Exemption on Compensation Cess for Intra-State and Inter-State Supplies for Export

Act Name/Rule Name: Central Goods and Services Tax Act, 2017; Goods and Services Tax (Compensation Cess) Act, 2017; Integrated Goods and Services Tax Act, 2017

Type of Document: Notification

Date: January 16, 2025

Circular No./Notification No.: Notification No. 01/2025-Compensation Cess (Rate)

The notification is issued to reduce the Compensation Cess on specific supplies for exports. This step is aimed at promoting exports by reducing the cost burden on exporters, ensuring compliance with public interest objectives, and implementing the GST Council’s recommendations.

What is Compensation Cess?

The Compensation Cess is a special tax levied under the Goods and Services Tax (GST) system in India. It is primarily designed to compensate states for any potential revenue loss caused by the implementation of GST.

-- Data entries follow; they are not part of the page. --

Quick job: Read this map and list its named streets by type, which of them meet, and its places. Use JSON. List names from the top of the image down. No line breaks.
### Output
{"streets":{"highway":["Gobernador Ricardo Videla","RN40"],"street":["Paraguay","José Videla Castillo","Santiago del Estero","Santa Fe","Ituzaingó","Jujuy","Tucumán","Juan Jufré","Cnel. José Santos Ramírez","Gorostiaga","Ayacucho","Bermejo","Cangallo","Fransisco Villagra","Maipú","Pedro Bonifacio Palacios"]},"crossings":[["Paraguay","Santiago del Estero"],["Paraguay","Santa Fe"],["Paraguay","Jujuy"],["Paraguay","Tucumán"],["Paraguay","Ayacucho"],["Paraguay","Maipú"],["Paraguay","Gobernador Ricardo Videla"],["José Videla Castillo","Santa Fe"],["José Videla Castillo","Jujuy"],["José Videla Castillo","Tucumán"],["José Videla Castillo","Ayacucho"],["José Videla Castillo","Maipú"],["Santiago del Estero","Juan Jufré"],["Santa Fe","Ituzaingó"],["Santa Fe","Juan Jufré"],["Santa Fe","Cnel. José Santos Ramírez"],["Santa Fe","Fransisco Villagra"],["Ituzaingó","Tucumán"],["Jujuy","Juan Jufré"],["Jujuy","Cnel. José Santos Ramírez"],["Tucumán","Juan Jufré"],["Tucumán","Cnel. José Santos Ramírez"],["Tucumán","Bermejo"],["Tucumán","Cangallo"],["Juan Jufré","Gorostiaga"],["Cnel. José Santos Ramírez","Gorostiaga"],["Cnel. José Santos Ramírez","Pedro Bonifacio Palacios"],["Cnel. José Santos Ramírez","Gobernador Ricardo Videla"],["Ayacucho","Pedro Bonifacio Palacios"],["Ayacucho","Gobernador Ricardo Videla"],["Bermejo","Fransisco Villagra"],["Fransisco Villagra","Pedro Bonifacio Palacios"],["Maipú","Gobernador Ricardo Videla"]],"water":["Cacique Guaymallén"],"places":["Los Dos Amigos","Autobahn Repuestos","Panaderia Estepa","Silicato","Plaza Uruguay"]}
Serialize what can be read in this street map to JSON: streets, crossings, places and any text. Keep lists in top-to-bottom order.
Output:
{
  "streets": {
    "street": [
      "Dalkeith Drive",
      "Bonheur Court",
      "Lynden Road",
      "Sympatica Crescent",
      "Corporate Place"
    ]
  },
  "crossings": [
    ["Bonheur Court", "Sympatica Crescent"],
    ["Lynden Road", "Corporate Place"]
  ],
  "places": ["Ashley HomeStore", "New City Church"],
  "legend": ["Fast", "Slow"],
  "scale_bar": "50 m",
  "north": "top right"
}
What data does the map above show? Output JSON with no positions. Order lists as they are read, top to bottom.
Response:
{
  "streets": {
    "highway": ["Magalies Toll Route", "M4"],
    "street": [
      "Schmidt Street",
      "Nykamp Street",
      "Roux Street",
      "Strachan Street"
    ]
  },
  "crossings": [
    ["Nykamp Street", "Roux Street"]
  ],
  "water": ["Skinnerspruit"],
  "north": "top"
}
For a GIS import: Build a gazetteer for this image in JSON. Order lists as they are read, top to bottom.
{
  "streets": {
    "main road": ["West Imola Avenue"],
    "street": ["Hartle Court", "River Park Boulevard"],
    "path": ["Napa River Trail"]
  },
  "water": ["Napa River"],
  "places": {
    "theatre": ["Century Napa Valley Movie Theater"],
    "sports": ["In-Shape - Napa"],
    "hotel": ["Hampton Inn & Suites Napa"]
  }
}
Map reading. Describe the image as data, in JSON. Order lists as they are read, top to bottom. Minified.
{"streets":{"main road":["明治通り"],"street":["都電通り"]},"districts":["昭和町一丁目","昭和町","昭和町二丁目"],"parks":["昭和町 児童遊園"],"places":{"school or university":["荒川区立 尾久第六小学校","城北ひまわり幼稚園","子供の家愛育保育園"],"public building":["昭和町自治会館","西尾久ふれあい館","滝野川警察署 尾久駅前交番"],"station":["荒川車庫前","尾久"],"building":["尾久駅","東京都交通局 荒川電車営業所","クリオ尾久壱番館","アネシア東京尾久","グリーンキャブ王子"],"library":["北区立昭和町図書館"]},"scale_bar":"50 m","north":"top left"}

This notification exempts the intra-state and inter-state supply of taxable goods by a registered supplier to a registered recipient for export from the compensation cess under section 8, as in excess of the amount calculated at the rate of 0.1%.

This exemption is subject to several conditions:

  • Goods must be supplied on a tax invoice and exported within 90 days of date of issue of tax invoice.
  • The recipient must include the supplier’s GSTIN and invoice details in export documentation.
  • The recipient must register with an Export Promotion Council or a Commodity Board recognized by the Department of Commerce.
  • The register recipient must place an order on registered supplier for procuring goods at concessional-rate and a copy of same shall be shared with the supplier’s jurisdictional tax officer.
  • Goods must move from the supplier to recipient:
    • Directly to the port, Inland Container Deport, Airport or Land Customs Station from where the said goods are to be exported; or
    • Directly to a registered warehouse from where the said goods shall be move to the Port, Inland Container Deport, Airport or Land Customs Station from where the said goods are to be exported.
  • Aggregated supplies from multiple suppliers must comply with specific movement and documentation requirements as described above.
  • When goods have been exported, the registered recipient shall provide copy of shipping bill or bill of export containing details of Goods and Services Tax Identification Number (GSTIN) and tax invoice of the registered supplier along with proof of export general manifest or export report having been filed to the registered supplier as well as jurisdictional tax officer of such supplier.

 

The supplier must not avail the exemption if the recipient fails to export within the stipulated period.

This policy encourages exporters by lowering their tax liability through a reduced cess rate of 0.1%. It ensures proper tracking and compliance by mandating documentation and movement conditions, thereby fostering a streamlined export process.

This notification shall come into force with immediate effect.